A man with SCUBA gear operates a big coring drill to take a sample of coral from a reef.
USGS engineering technician Pete Dal Ferro checks the status of the hydraulic drill during the coring of a head of Porites lobata, 4 meters (13 feet) in diameter, off Olowalu, west Maui. The resulting core may document environmental conditions as far back as pre-European times. The water depth is approximately 3 meters (10 feet).

Over the past decade, there has been a notable change in seafloor-bottom type along west Maui, Hawai‘i. Nearshore areas, once dominated by corals, are now mostly overgrown by algae, suggesting a local nutrient imbalance that warrants further investigation. Previous studies by the U.S. Environmental Protection Agency (EPA), U.S. Geological Survey (USGS), State of Hawai‘i, and University of Hawai‘i have documented the magnitude of change along this section of the coast and have investigated the causes driving these changes.

In 2009, the Hawai‘i Department of Land and Natural Resources’ Division of Aquatic Resources (HI-DAR) established the Kahekili Herbivore Fisheries Management Area (KHFMA), designated to improve the health of the coral reef ecosystem by increasing the number of herbivores (plant eaters) to help reduce the turf algae and macroalgae that have overgrown the corals at the site.

In early 2011, the U.S. Coral Reef Task Force (USCRTF) Watershed Partnership Initiative selected the Kā‘anapali area of west Maui as the second of three national priority study areas on which to focus its research and restoration efforts. Driven by this national support, the Hawai‘i Coral Reef Strategy identified the coral reef ecosystem of west Maui as a priority management area. Likewise, the West Maui Ridge to Reef (R2R) Initiative published the Wahikuli-Honokāwai Watershed Management Plan, which provides a framework for reducing the generation and transport of land-based pollutants (generally sediment, but also nutrients, such as nitrogen from agricultural fertilizers) to improve water quality and the health of west Maui’s coral reef ecosystems.

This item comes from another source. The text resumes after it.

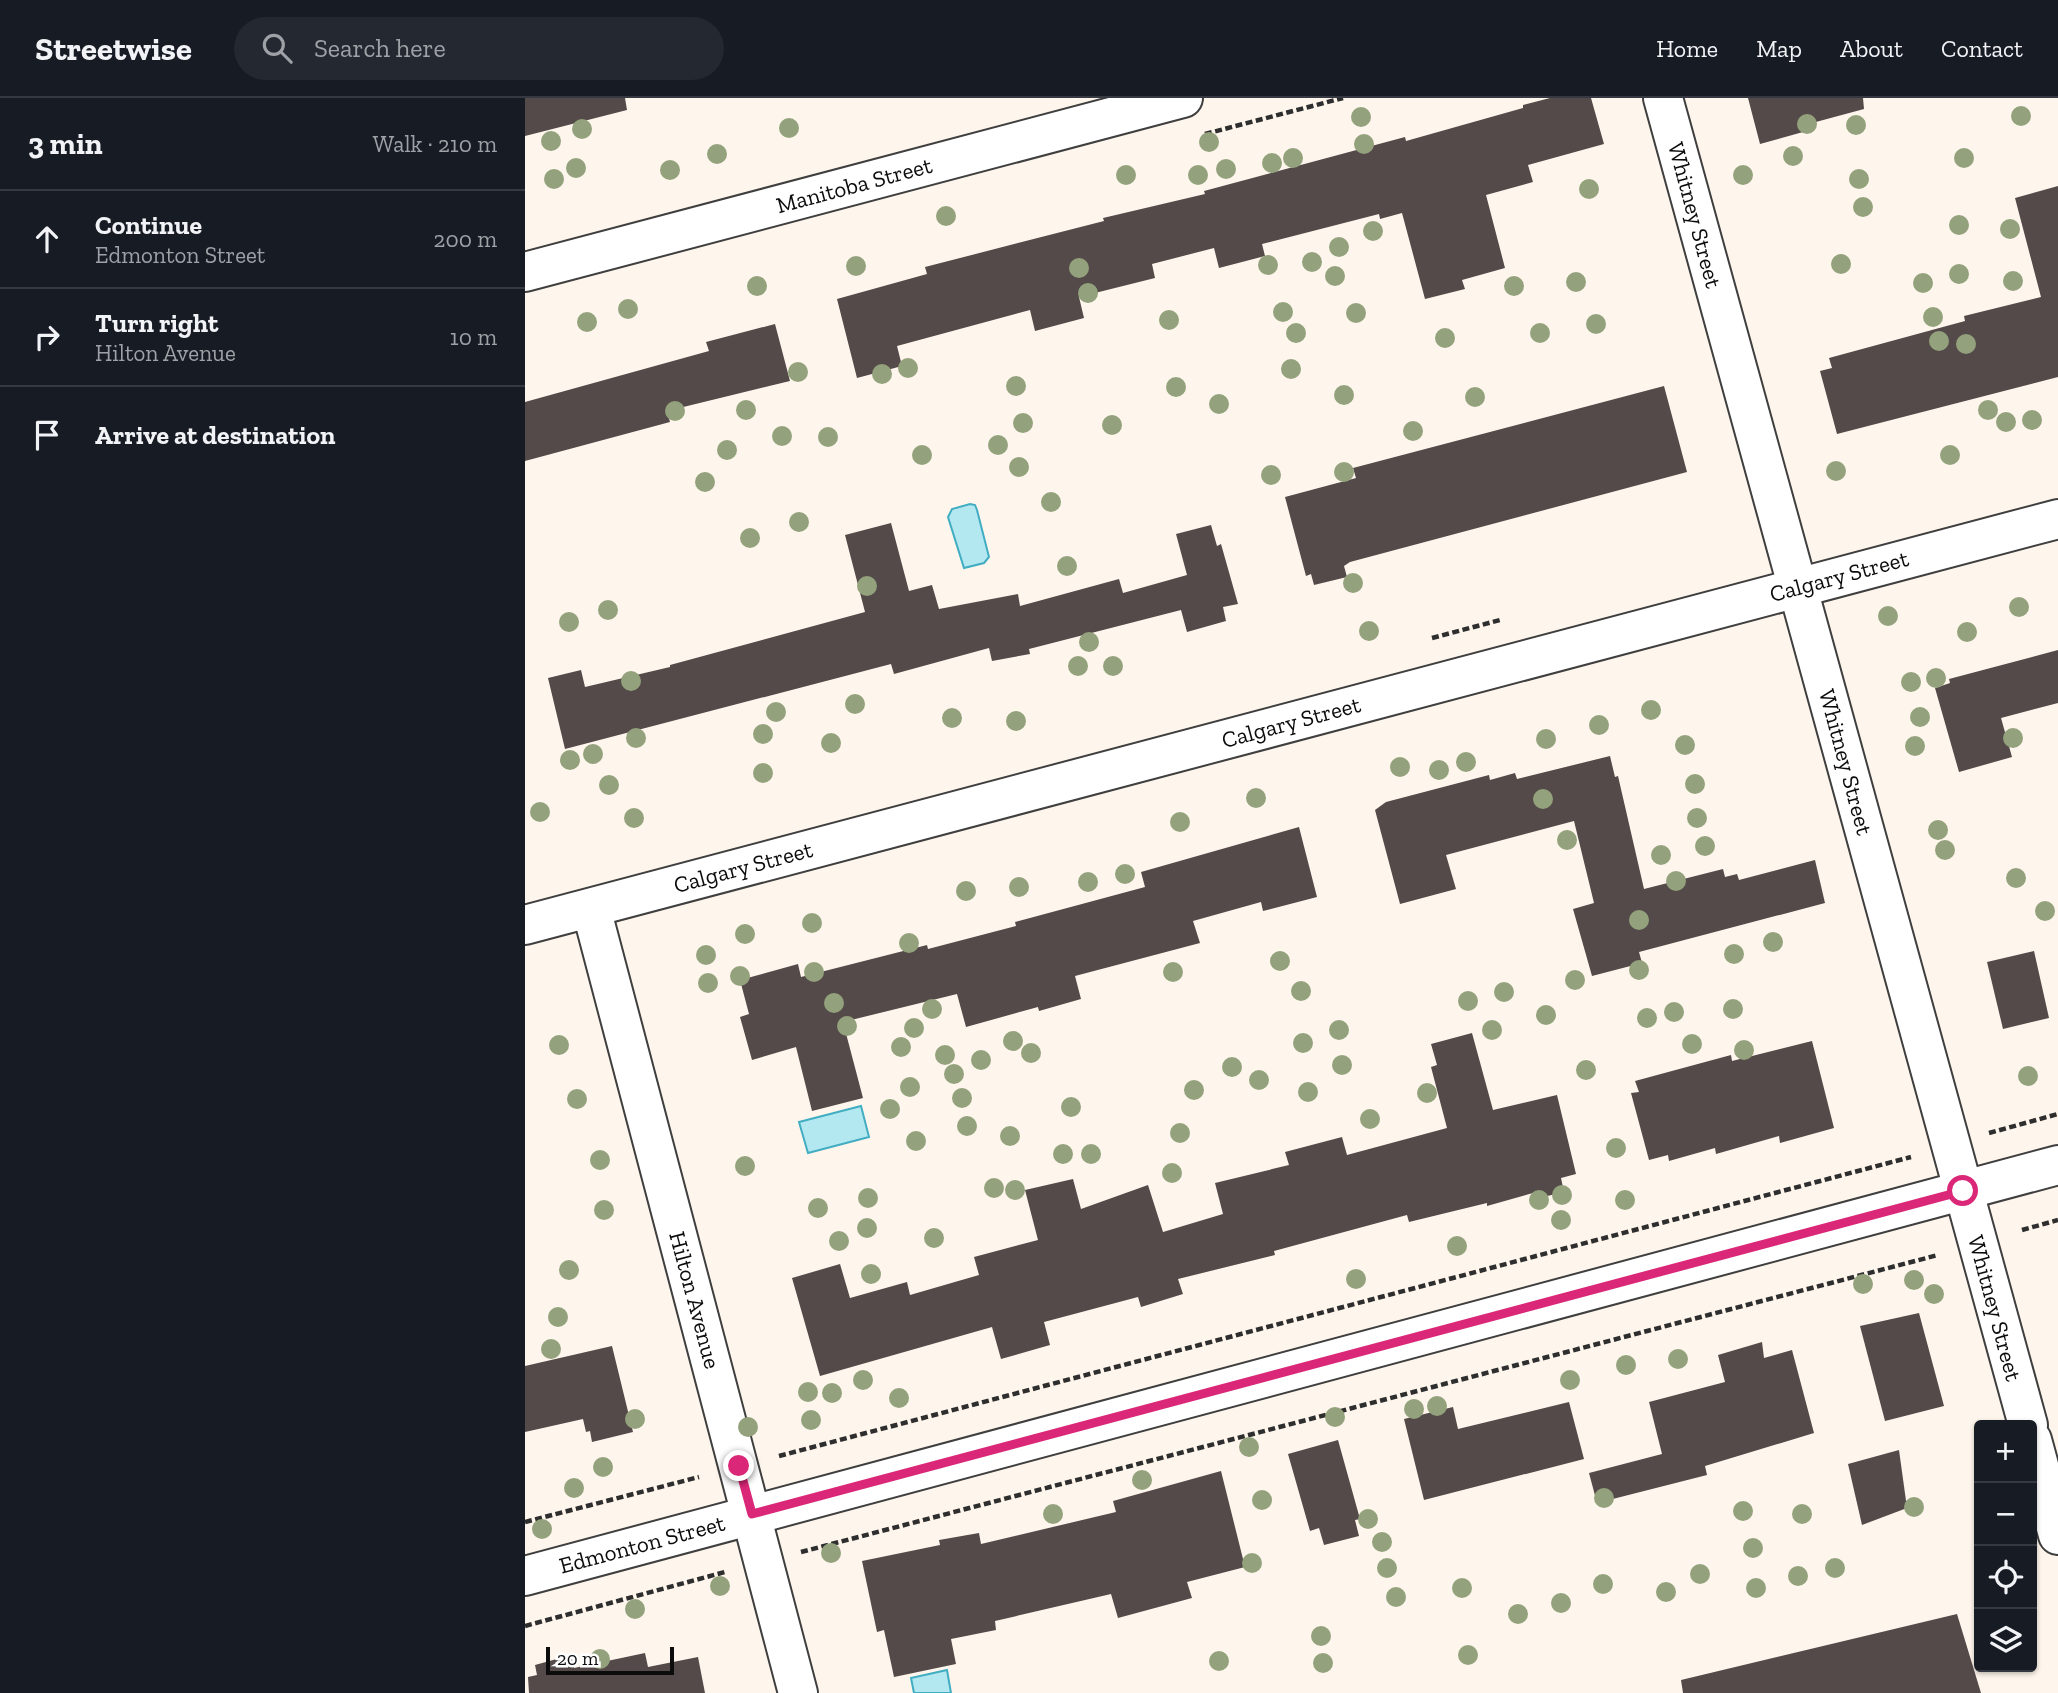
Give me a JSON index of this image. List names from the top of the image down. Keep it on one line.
{"streets":{"street":["Manitoba Street","Whitney Street","Calgary Street","Hilton Avenue","Edmonton Street"]},"crossings":[["Whitney Street","Calgary Street"],["Whitney Street","Edmonton Street"],["Calgary Street","Hilton Avenue"],["Hilton Avenue","Edmonton Street"]],"scale_bar":"20 m","page":{"header":"Streetwise","search":"Search here","nav":["Home","Map","About","Contact"],"heading":["3 min","Walk · 210 m"],"list":[["Continue","Edmonton Street","200 m"],["Turn right","Hilton Avenue","10 m"],"Arrive at destination"],"map_buttons":["+","−"],"scale":"20 m"}}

Map shows an area of study along a coastline.
West coast of Maui, showing the boundary of the State of Hawai‘i Kahekili Herbivore Fisheries Management Area and the extent of the area being mapped by the USGS, which covers the U.S. Coral Reef Task Force Watershed Partnership Initiative Kā‘anapali priority study area.

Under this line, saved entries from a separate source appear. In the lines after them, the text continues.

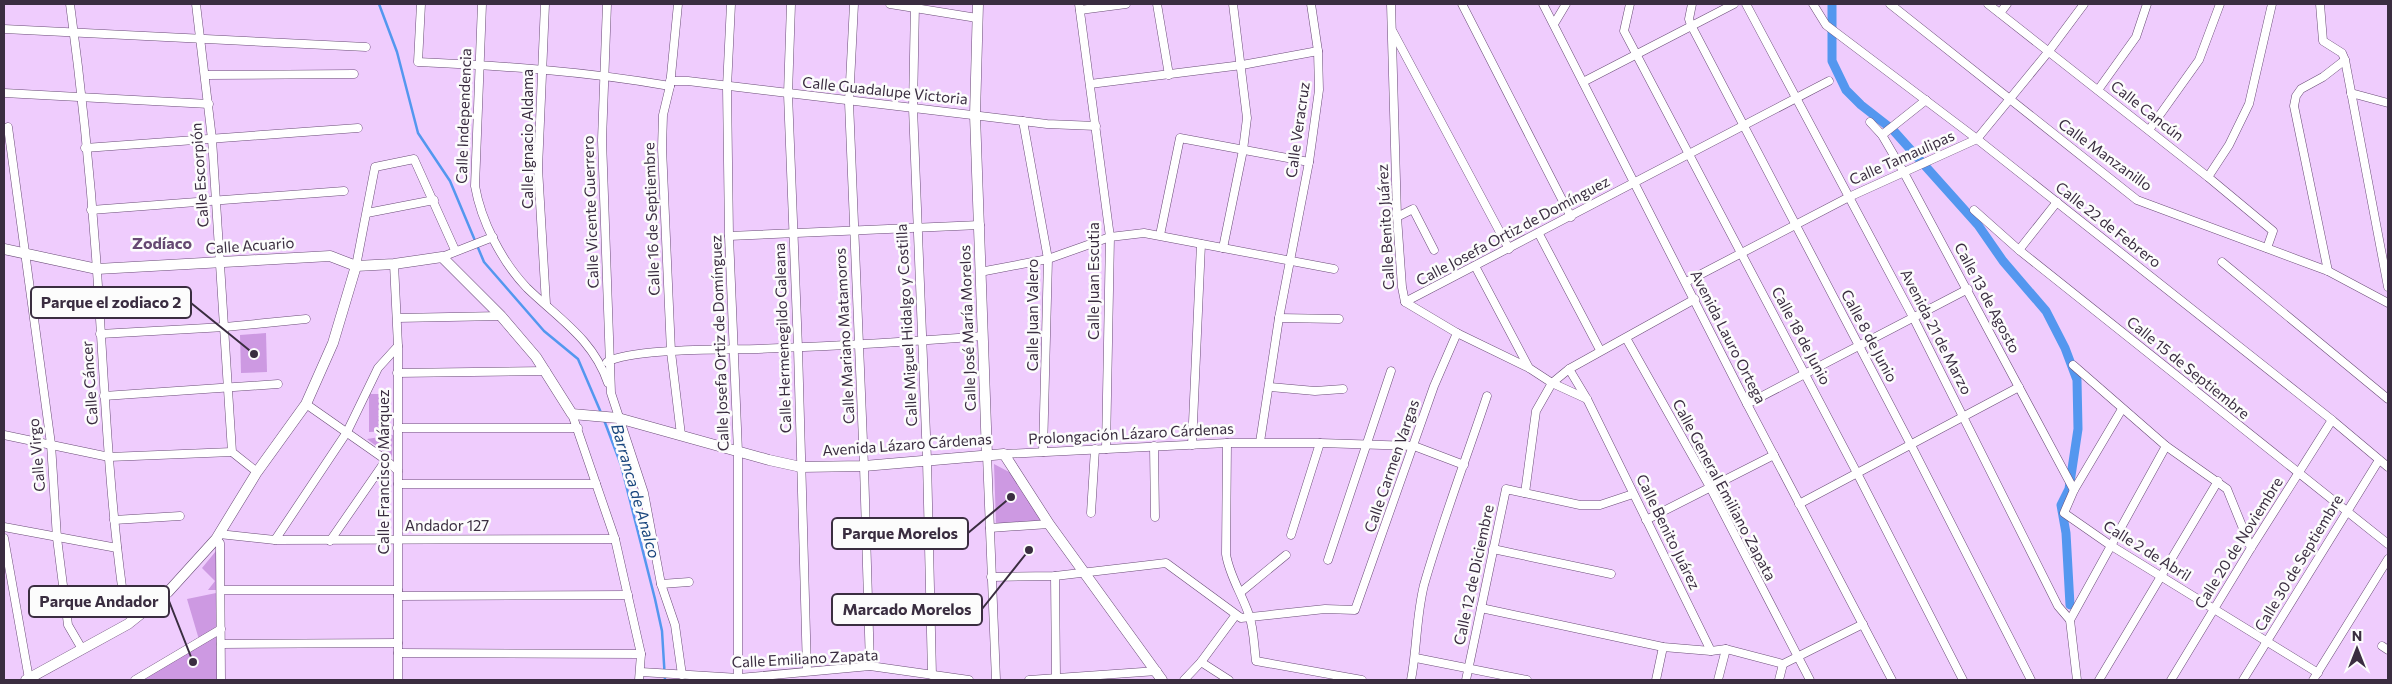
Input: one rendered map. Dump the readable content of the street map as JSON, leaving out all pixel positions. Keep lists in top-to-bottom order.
{
  "streets": {
    "street": [
      "Calle Guadalupe Victoria",
      "Calle Cancún",
      "Calle Independencia",
      "Calle Veracruz",
      "Calle Ignacio Aldama",
      "Calle Manzanillo",
      "Calle Tamaulipas",
      "Calle Escorpión",
      "Calle Vicente Guerrero",
      "Calle 16 de Septiembre",
      "Calle 22 de Febrero",
      "Calle Benito Juárez",
      "Calle Josefa Ortiz de Domínguez",
      "Calle Acuario",
      "Calle Juan Escutia",
      "Calle 13 de Agosto",
      "Calle Juan Valero",
      "Calle Miguel Hidalgo y Costilla",
      "Calle José María Morelos",
      "Avenida 21 de Marzo",
      "Calle Mariano Matamoros",
      "Calle 18 de Junio",
      "Calle 8 de Junio",
      "Avenida Lauro Ortega",
      "Calle Hermenegildo Galeana",
      "Calle 15 de Septiembre",
      "Calle Cáncer",
      "Prolongación Lázaro Cárdenas",
      "Avenida Lázaro Cárdenas",
      "Calle Virgo",
      "Calle Carmen Vargas",
      "Calle Francisco Márquez",
      "Calle General Emiliano Zapata",
      "Andador 127",
      "Calle 20 de Noviembre",
      "Calle 2 de Abril",
      "Calle 30 de Septiembre",
      "Calle 12 de Diciembre",
      "Calle Emiliano Zapata"
    ]
  },
  "crossings": [
    ["Calle Guadalupe Victoria", "Calle Independencia"],
    ["Calle Guadalupe Victoria", "Calle Ignacio Aldama"],
    ["Calle Guadalupe Victoria", "Calle Vicente Guerrero"],
    ["Calle Guadalupe Victoria", "Calle 16 de Septiembre"],
    ["Calle Guadalupe Victoria", "Calle Josefa Ortiz de Domínguez"],
    ["Calle Guadalupe Victoria", "Calle Juan Escutia"],
    ["Calle Guadalupe Victoria", "Calle Juan Valero"],
    ["Calle Guadalupe Victoria", "Calle Miguel Hidalgo y Costilla"],
    ["Calle Guadalupe Victoria", "Calle José María Morelos"],
    ["Calle Guadalupe Victoria", "Calle Mariano Matamoros"],
    ["Calle Guadalupe Victoria", "Calle Hermenegildo Galeana"],
    ["Calle Cancún", "Calle Manzanillo"],
    ["Calle Cancún", "Calle Tamaulipas"],
    ["Calle Independencia", "Calle Ignacio Aldama"],
    ["Calle Independencia", "Calle Vicente Guerrero"],
    ["Calle Independencia", "Calle Acuario"],
    ["Calle Veracruz", "Prolongación Lázaro Cárdenas"],
    ["Calle Manzanillo", "Calle Tamaulipas"],
    ["Calle Tamaulipas", "Calle 22 de Febrero"],
    ["Calle Tamaulipas", "Calle 13 de Agosto"],
    ["Calle Tamaulipas", "Avenida 21 de Marzo"],
    ["Calle Tamaulipas", "Calle 18 de Junio"],
    ["Calle Tamaulipas", "Calle 8 de Junio"],
    ["Calle Tamaulipas", "Avenida Lauro Ortega"],
    ["Calle Escorpión", "Calle Acuario"],
    ["Calle Vicente Guerrero", "Avenida Lázaro Cárdenas"],
    ["Calle Vicente Guerrero", "Calle Emiliano Zapata"],
    ["Calle 16 de Septiembre", "Avenida Lázaro Cárdenas"],
    ["Calle 22 de Febrero", "Calle 20 de Noviembre"],
    ["Calle 22 de Febrero", "Calle 30 de Septiembre"],
    ["Calle Benito Juárez", "Calle Josefa Ortiz de Domínguez"],
    ["Calle Benito Juárez", "Calle Carmen Vargas"],
    ["Calle Josefa Ortiz de Domínguez", "Avenida 21 de Marzo"],
    ["Calle Josefa Ortiz de Domínguez", "Calle 18 de Junio"],
    ["Calle Josefa Ortiz de Domínguez", "Calle 8 de Junio"],
    ["Calle Josefa Ortiz de Domínguez", "Avenida Lauro Ortega"],
    ["Calle Josefa Ortiz de Domínguez", "Avenida Lázaro Cárdenas"],
    ["Calle Josefa Ortiz de Domínguez", "Calle Emiliano Zapata"],
    ["Calle Acuario", "Calle Cáncer"],
    ["Calle Acuario", "Calle Virgo"],
    ["Calle Acuario", "Calle Francisco Márquez"],
    ["Calle Juan Escutia", "Prolongación Lázaro Cárdenas"],
    ["Calle 13 de Agosto", "Calle 2 de Abril"],
    ["Calle Juan Valero", "Prolongación Lázaro Cárdenas"],
    ["Calle Miguel Hidalgo y Costilla", "Avenida Lázaro Cárdenas"],
    ["Calle Miguel Hidalgo y Costilla", "Calle Emiliano Zapata"],
    ["Calle José María Morelos", "Avenida Lázaro Cárdenas"],
    ["Calle Mariano Matamoros", "Avenida Lázaro Cárdenas"],
    ["Calle Mariano Matamoros", "Calle Emiliano Zapata"],
    ["Calle Hermenegildo Galeana", "Avenida Lázaro Cárdenas"],
    ["Calle Hermenegildo Galeana", "Calle Emiliano Zapata"],
    ["Calle 15 de Septiembre", "Calle 20 de Noviembre"],
    ["Calle 15 de Septiembre", "Calle 30 de Septiembre"],
    ["Prolongación Lázaro Cárdenas", "Avenida Lázaro Cárdenas"],
    ["Prolongación Lázaro Cárdenas", "Calle Carmen Vargas"],
    ["Calle Francisco Márquez", "Andador 127"],
    ["Calle 20 de Noviembre", "Calle 2 de Abril"],
    ["Calle 2 de Abril", "Calle 30 de Septiembre"]
  ],
  "districts": ["Zodíaco"],
  "water": ["Barranca de Analco"],
  "places": [
    "Parque el zodiaco 2",
    "Parque Morelos",
    "Marcado Morelos",
    "Parque Andador"
  ],
  "north": "top"
}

In cooperation with HI-DAR, the USGS Coastal and Marine Geology Program initiated a multidisciplinary effort in 2012 to provide scientific information in support of both USCRTF and HI-DAR priorities in west Maui. This effort includes the following:

• Constructing a high-resolution map of the underwater environment along the west coast of Maui.

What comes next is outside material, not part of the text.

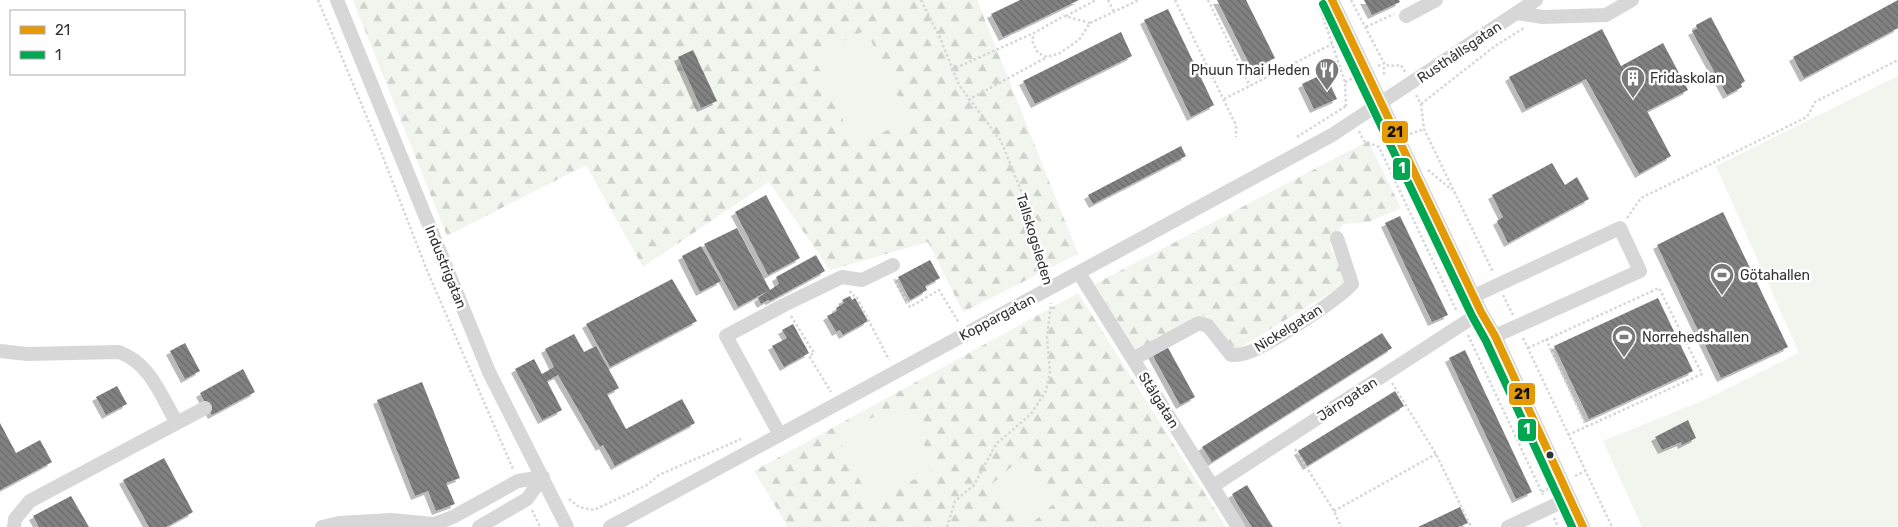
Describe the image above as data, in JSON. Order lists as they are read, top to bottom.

• Recovering coral cores to provide historical records of sediment and nutrient inputs to the reefs along west Maui, in order to put recent instrument measurements into longer-term context.

• Making time-series measurements (measuring the same variable at regular time intervals) of nutrient and contaminant inputs to coastal waters from the submarine discharge of fresh groundwater (flowing seaward in underground aquifers and discharging from the seafloor either by diffuse flow from sediment pores or through discrete submarine vents).

• Deploying satellite-trackable drifters from key reefs to measure near-surface currents that transport coral larvae, in order to better understand the connectivity between different reefs and islands.

Susan Cochran and Ann Gibbs (USGS Pacific Coastal and Marine Science Center [PCMSC], Santa Cruz, California) worked with Darla White (HI-DAR) in winter 2012–2013 to begin constructing high-resolution maps of the underwater environment along the west coast of Maui (see map above). They used existing satellite imagery, bathymetric data from airborne lidar (light detection and ranging), sidescan-sonar data, and georeferenced underwater video. Maps of dominant structure (such as mud, sand, reef) and major biological cover (such as coral, macroalgae, coralline algae) were created using methodology and a classification scheme used by the National Oceanic and Atmospheric Administration (NOAA) but at much finer spatial resolution.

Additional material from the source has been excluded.